═════ Information shown

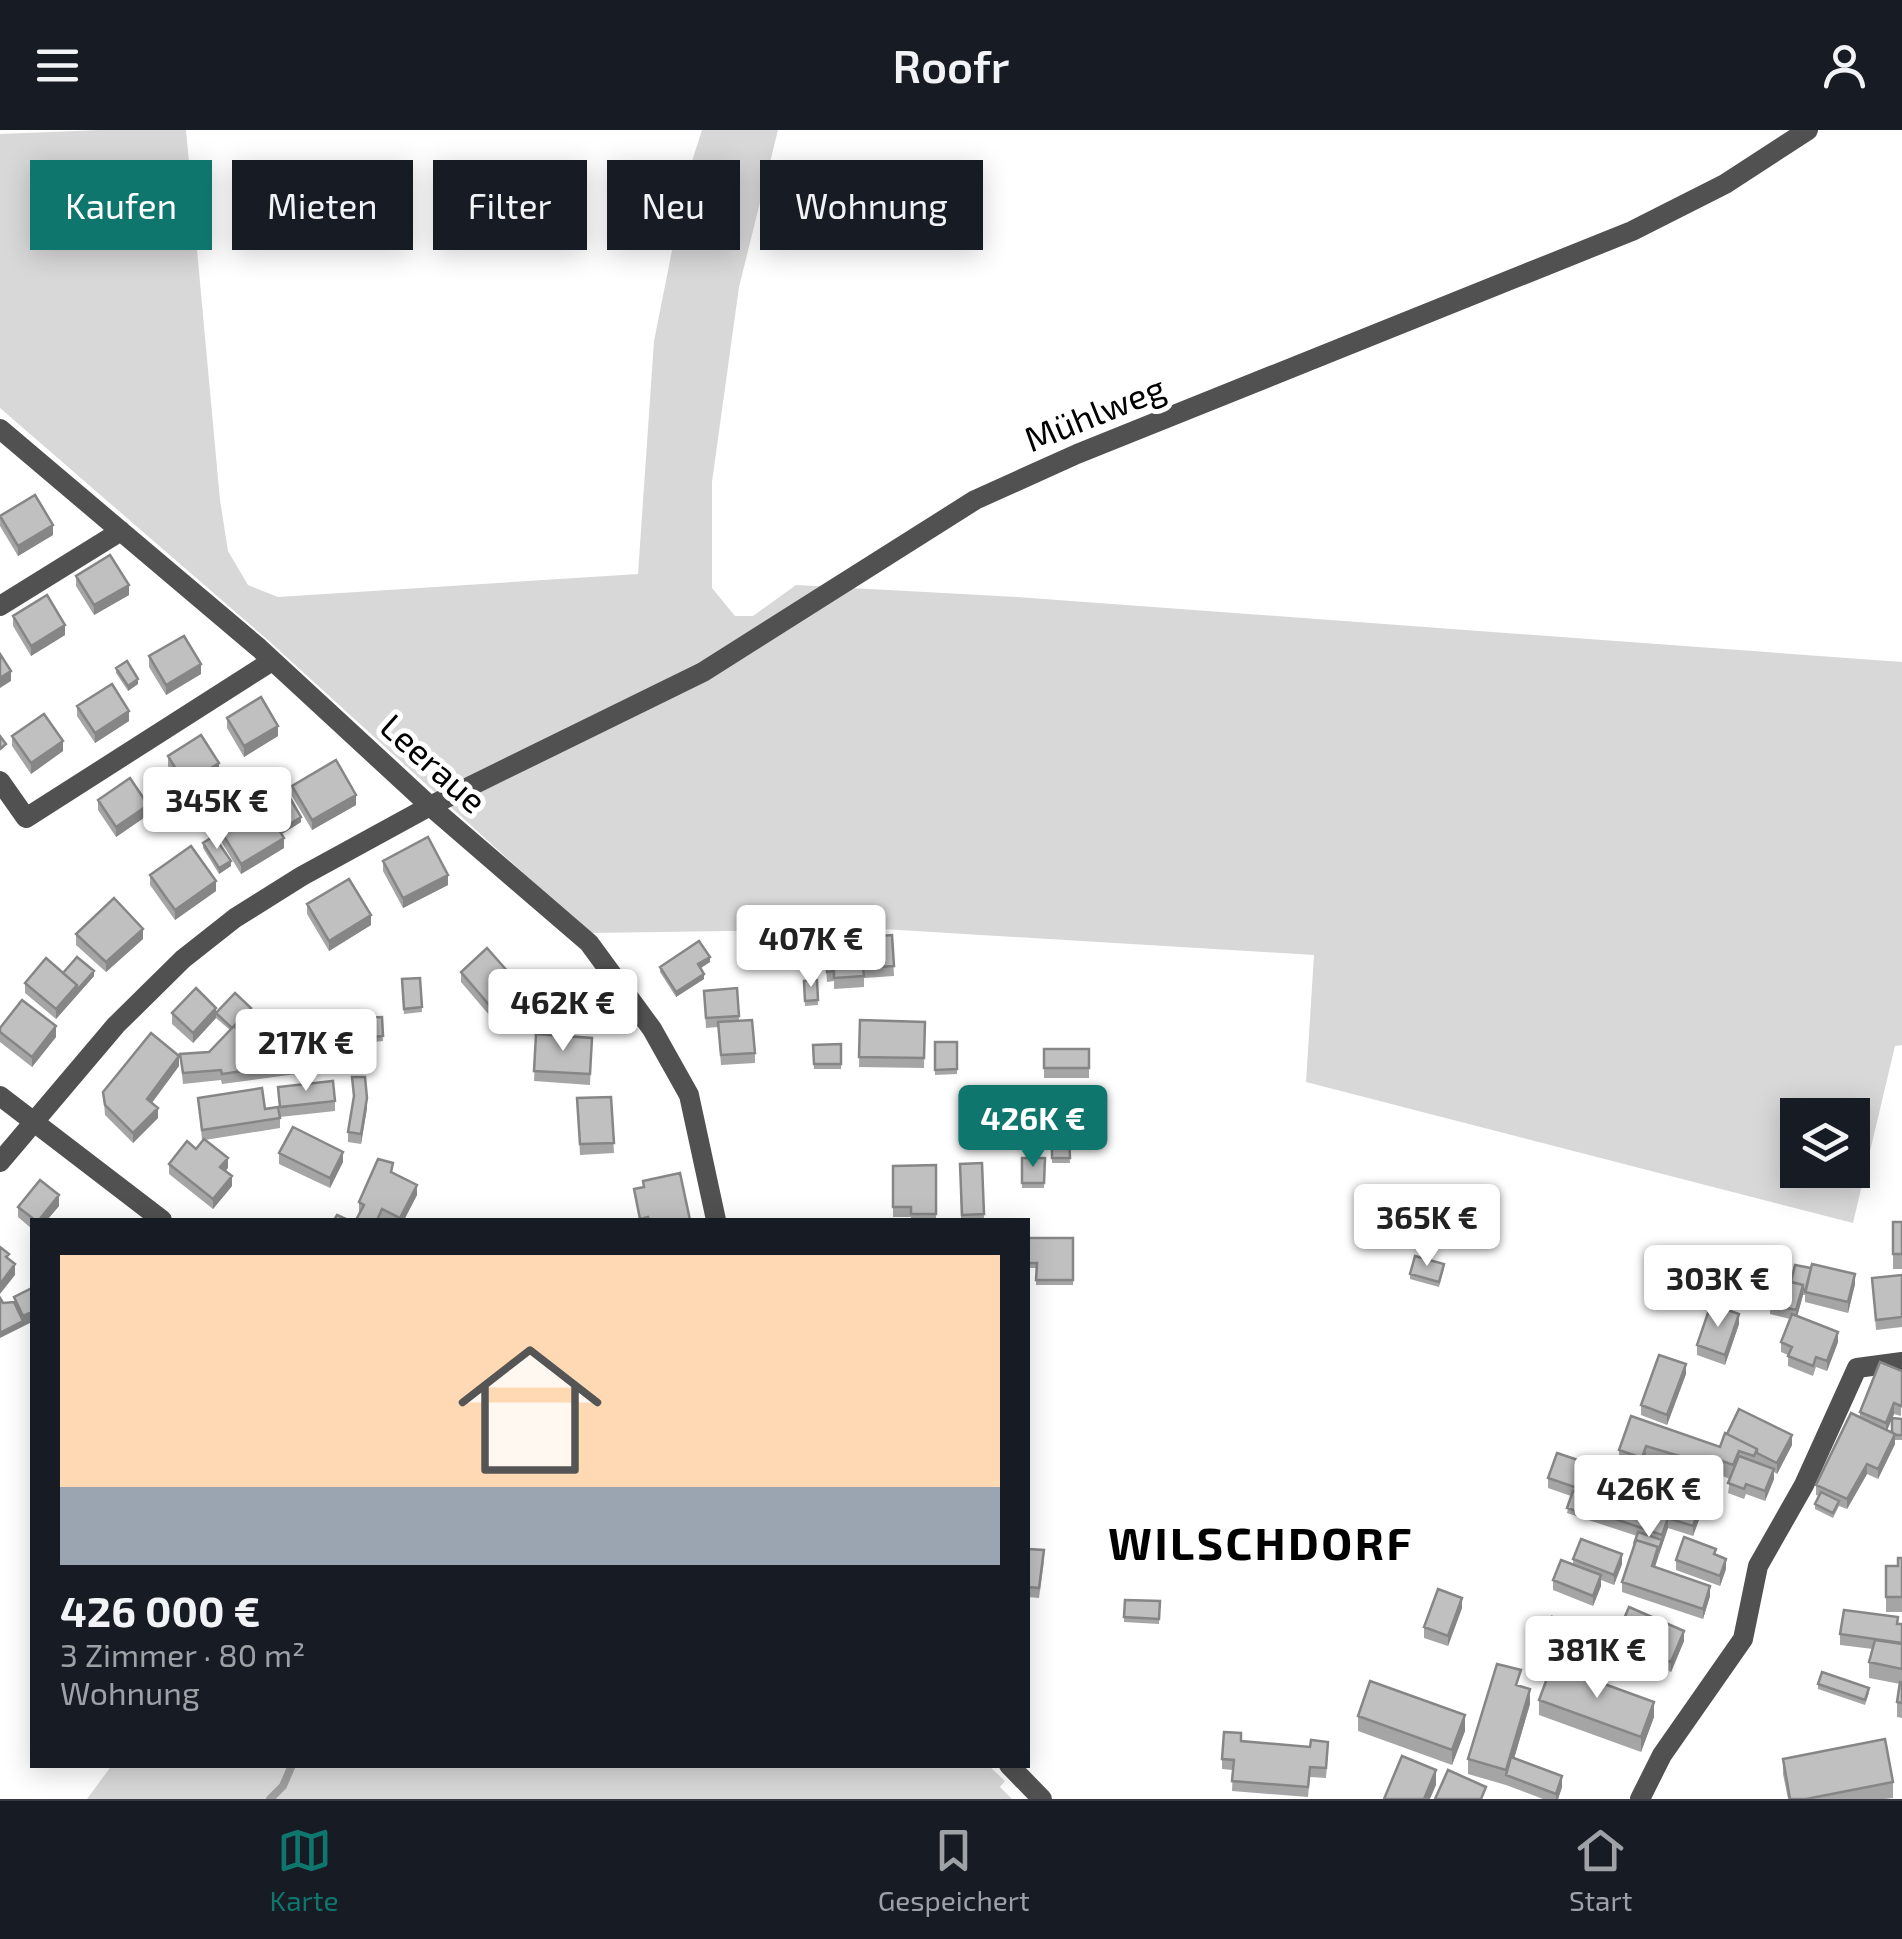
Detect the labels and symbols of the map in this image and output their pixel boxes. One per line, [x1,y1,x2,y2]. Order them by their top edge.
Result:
street label: Mühlweg [1018,365,1171,459]
street label: Leeraue [373,704,496,821]
pin: 345K € [136,767,298,852]
pin: 407K € [730,905,892,990]
pin: 462K € [482,969,644,1054]
pin: 217K € [225,1009,387,1094]
pin: 426K € [952,1085,1114,1170]
pin: 365K € [1346,1184,1508,1269]
pin: 303K € [1637,1245,1799,1330]
pin: 426K € [1568,1455,1730,1540]
district label: WILSCHDORF [1108,1515,1414,1569]
pin: 381K € [1516,1616,1678,1701]

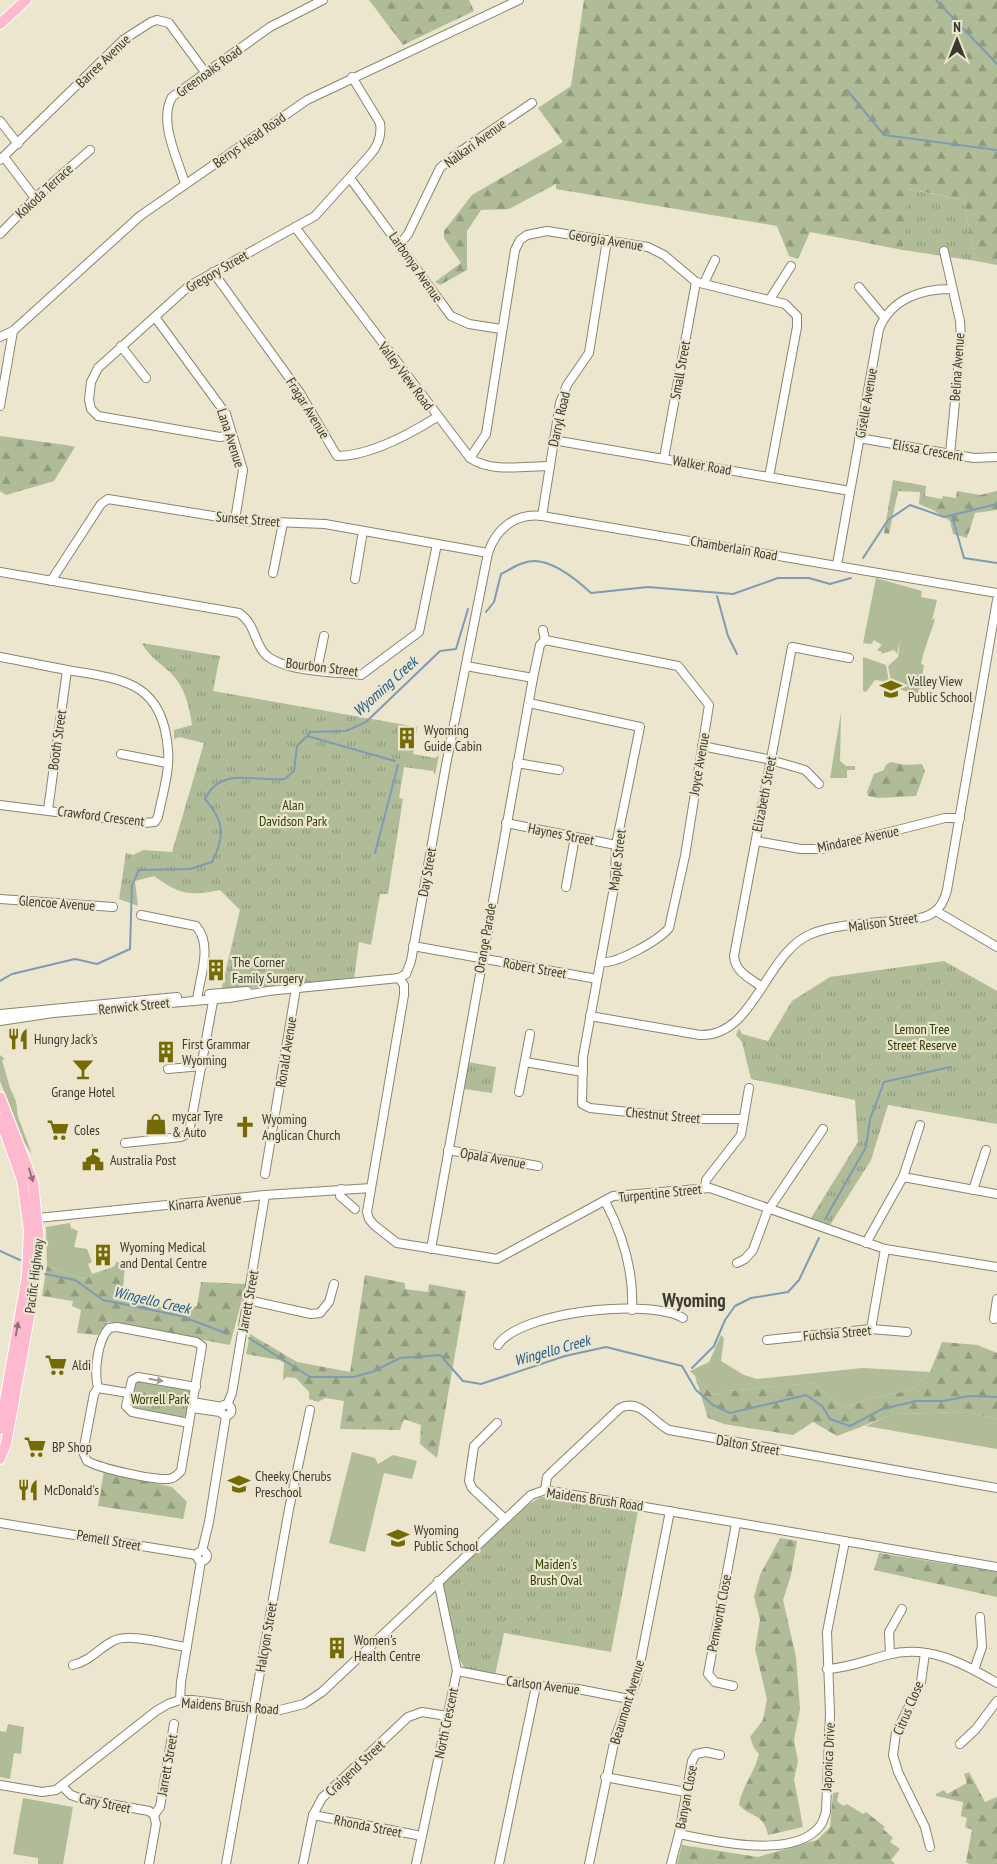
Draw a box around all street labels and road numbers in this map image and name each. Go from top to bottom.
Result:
street label: Barree Avenue [72,30,134,92]
street label: Greenoaks Road [173,41,245,101]
street label: Berrys Head Road [209,108,289,172]
street label: Nalkari Avenue [440,114,510,172]
street label: Kokoda Terrace [11,160,77,222]
street label: Georgia Avenue [567,225,645,255]
street label: Larbonya Avenue [385,228,447,306]
street label: Gregory Street [183,246,252,296]
street label: Belina Avenue [946,332,968,402]
street label: Valley View Road [374,337,438,414]
street label: Small Street [666,339,694,401]
street label: Giselle Avenue [851,366,881,439]
street label: Fragar Avenue [282,374,334,442]
street label: Darryl Road [544,390,574,448]
street label: Lana Avenue [213,406,249,470]
street label: Elissa Crescent [891,435,965,465]
street label: Walker Road [671,451,733,479]
street label: Sunset Street [215,507,281,531]
street label: Chamberlain Road [689,532,779,564]
street label: Bourbon Street [285,654,359,680]
street label: Booth Street [44,709,70,771]
street label: Joyce Avenue [684,731,713,798]
street label: Elizabeth Street [748,754,780,833]
street label: Crawford Crescent [57,802,146,830]
street label: Haynes Street [526,819,596,849]
street label: Mindaree Avenue [816,822,901,856]
street label: Maple Street [604,828,630,892]
street label: Day Street [414,846,440,898]
street label: Glencoe Avenue [18,891,96,915]
street label: Orange Parade [470,901,500,974]
street label: Malison Street [847,908,919,936]
street label: Robert Street [502,954,568,982]
street label: Renwick Street [98,993,171,1019]
street label: Ronald Avenue [272,1015,300,1089]
street label: Chestnut Street [625,1103,701,1127]
street label: Opala Avenue [459,1143,527,1173]
street label: Turpentine Street [617,1180,703,1206]
street label: Kinarra Avenue [168,1189,242,1215]
street label: Pacific Highway [20,1237,48,1314]
street label: Jarrett Street [234,1269,262,1334]
street label: Fuchsia Street [802,1321,872,1345]
street label: Dalton Street [715,1431,781,1459]
street label: Maidens Brush Road [545,1483,645,1515]
street label: Pemell Street [75,1525,143,1555]
street label: Pemworth Close [703,1573,735,1653]
street label: Halcyon Street [251,1601,281,1673]
street label: Beaumont Avenue [606,1657,648,1746]
street label: Carlson Avenue [505,1672,581,1698]
street label: Citrus Close [889,1678,928,1738]
street label: North Crescent [430,1686,462,1760]
street label: Maidens Brush Road [181,1694,279,1718]
street label: Japonica Drive [817,1722,839,1793]
street label: Jarrett Street [153,1733,181,1798]
street label: Craigend Street [322,1736,389,1800]
street label: Banyan Close [671,1763,701,1830]
street label: Cary Street [77,1789,133,1817]
street label: Rhonda Street [333,1811,404,1841]

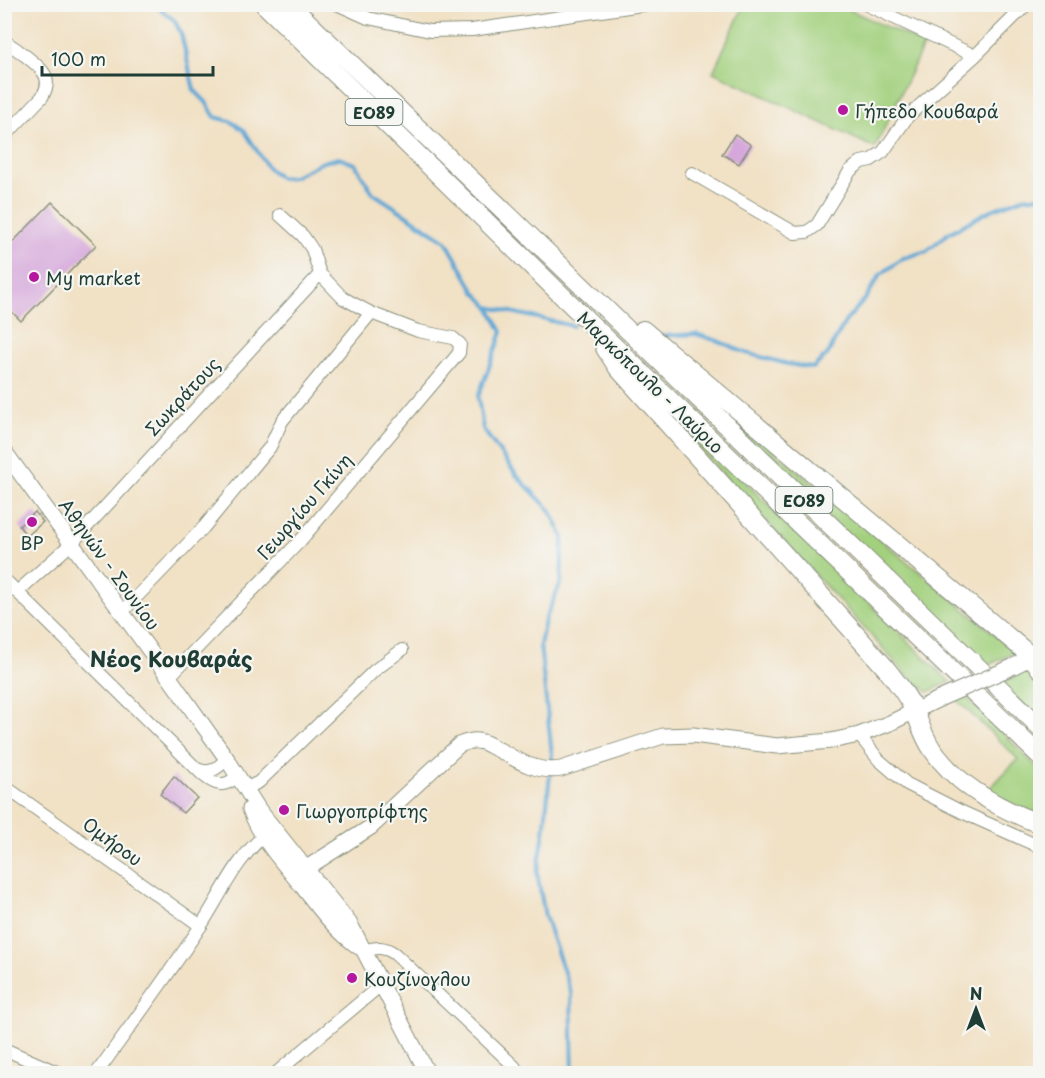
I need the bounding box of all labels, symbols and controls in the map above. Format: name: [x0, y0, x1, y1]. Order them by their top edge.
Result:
scale bar: [42, 39, 213, 77]
text: 100 m: [51, 45, 106, 72]
place label: Γήπεδο Κουβαρά: [855, 97, 999, 124]
road number: ΕΟ89: [346, 99, 403, 125]
marker: Γήπεδο Κουβαρά: [836, 103, 850, 117]
place label: My market: [46, 264, 141, 291]
marker: My market: [27, 270, 41, 284]
street label: Μαρκόπουλο - Λαύριο: [572, 305, 730, 459]
street label: Σωκράτους: [139, 351, 225, 441]
street label: Γεωργίου Γκίνη: [250, 447, 358, 565]
road number: ΕΟ89: [776, 487, 832, 513]
street label: Αθηνών - Σουνίου: [53, 493, 167, 635]
marker: BP: [25, 515, 39, 529]
place label: BP: [20, 529, 44, 556]
district label: Νέος Κουβαράς: [90, 642, 252, 674]
place label: Γιωργοπρίφτης: [296, 797, 428, 824]
marker: Γιωργοπρίφτης: [277, 803, 291, 817]
street label: Ομήρου: [78, 810, 148, 872]
place label: Κουζίνογλου: [364, 965, 471, 992]
marker: Κουζίνογλου: [345, 971, 359, 985]
north arrow: [946, 979, 1006, 1039]
text: N: [970, 981, 982, 1005]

══════════

Your objective: Take the entries shown above and quote them verbatim, passing over the pictures.

Written answer:
Detect the labels and symbols of the map in this image and output their pixel boxes. One per line, [x1,y1,x2,y2]. Order them by their top edge.
Result:
street label: Mühlweg [1018,365,1171,459]
street label: Leeraue [373,704,496,821]
pin: 345K € [136,767,298,852]
pin: 407K € [730,905,892,990]
pin: 462K € [482,969,644,1054]
pin: 217K € [225,1009,387,1094]
pin: 426K € [952,1085,1114,1170]
pin: 365K € [1346,1184,1508,1269]
pin: 303K € [1637,1245,1799,1330]
pin: 426K € [1568,1455,1730,1540]
district label: WILSCHDORF [1108,1515,1414,1569]
pin: 381K € [1516,1616,1678,1701]

Draw a box around all street labels and road numbers in this map image and name each. Go from top to bottom.
Result:
street label: Barree Avenue [72,30,134,92]
street label: Greenoaks Road [173,41,245,101]
street label: Berrys Head Road [209,108,289,172]
street label: Nalkari Avenue [440,114,510,172]
street label: Kokoda Terrace [11,160,77,222]
street label: Georgia Avenue [567,225,645,255]
street label: Larbonya Avenue [385,228,447,306]
street label: Gregory Street [183,246,252,296]
street label: Belina Avenue [946,332,968,402]
street label: Valley View Road [374,337,438,414]
street label: Small Street [666,339,694,401]
street label: Giselle Avenue [851,366,881,439]
street label: Fragar Avenue [282,374,334,442]
street label: Darryl Road [544,390,574,448]
street label: Lana Avenue [213,406,249,470]
street label: Elissa Crescent [891,435,965,465]
street label: Walker Road [671,451,733,479]
street label: Sunset Street [215,507,281,531]
street label: Chamberlain Road [689,532,779,564]
street label: Bourbon Street [285,654,359,680]
street label: Booth Street [44,709,70,771]
street label: Joyce Avenue [684,731,713,798]
street label: Elizabeth Street [748,754,780,833]
street label: Crawford Crescent [57,802,146,830]
street label: Haynes Street [526,819,596,849]
street label: Mindaree Avenue [816,822,901,856]
street label: Maple Street [604,828,630,892]
street label: Day Street [414,846,440,898]
street label: Glencoe Avenue [18,891,96,915]
street label: Orange Parade [470,901,500,974]
street label: Malison Street [847,908,919,936]
street label: Robert Street [502,954,568,982]
street label: Renwick Street [98,993,171,1019]
street label: Ronald Avenue [272,1015,300,1089]
street label: Chestnut Street [625,1103,701,1127]
street label: Opala Avenue [459,1143,527,1173]
street label: Turpentine Street [617,1180,703,1206]
street label: Kinarra Avenue [168,1189,242,1215]
street label: Pacific Highway [20,1237,48,1314]
street label: Jarrett Street [234,1269,262,1334]
street label: Fuchsia Street [802,1321,872,1345]
street label: Dalton Street [715,1431,781,1459]
street label: Maidens Brush Road [545,1483,645,1515]
street label: Pemell Street [75,1525,143,1555]
street label: Pemworth Close [703,1573,735,1653]
street label: Halcyon Street [251,1601,281,1673]
street label: Beaumont Avenue [606,1657,648,1746]
street label: Carlson Avenue [505,1672,581,1698]
street label: Citrus Close [889,1678,928,1738]
street label: North Crescent [430,1686,462,1760]
street label: Maidens Brush Road [181,1694,279,1718]
street label: Japonica Drive [817,1722,839,1793]
street label: Jarrett Street [153,1733,181,1798]
street label: Craigend Street [322,1736,389,1800]
street label: Banyan Close [671,1763,701,1830]
street label: Cary Street [77,1789,133,1817]
street label: Rhonda Street [333,1811,404,1841]

I need the bounding box of all labels, symbols and controls in the map above. Format: name: [x0, y0, x1, y1]. Order them by their top edge.
Result:
scale bar: [42, 39, 213, 77]
text: 100 m: [51, 45, 106, 72]
place label: Γήπεδο Κουβαρά: [855, 97, 999, 124]
road number: ΕΟ89: [346, 99, 403, 125]
marker: Γήπεδο Κουβαρά: [836, 103, 850, 117]
place label: My market: [46, 264, 141, 291]
marker: My market: [27, 270, 41, 284]
street label: Μαρκόπουλο - Λαύριο: [572, 305, 730, 459]
street label: Σωκράτους: [139, 351, 225, 441]
street label: Γεωργίου Γκίνη: [250, 447, 358, 565]
road number: ΕΟ89: [776, 487, 832, 513]
street label: Αθηνών - Σουνίου: [53, 493, 167, 635]
marker: BP: [25, 515, 39, 529]
place label: BP: [20, 529, 44, 556]
district label: Νέος Κουβαράς: [90, 642, 252, 674]
place label: Γιωργοπρίφτης: [296, 797, 428, 824]
marker: Γιωργοπρίφτης: [277, 803, 291, 817]
street label: Ομήρου: [78, 810, 148, 872]
place label: Κουζίνογλου: [364, 965, 471, 992]
marker: Κουζίνογλου: [345, 971, 359, 985]
north arrow: [946, 979, 1006, 1039]
text: N: [970, 981, 982, 1005]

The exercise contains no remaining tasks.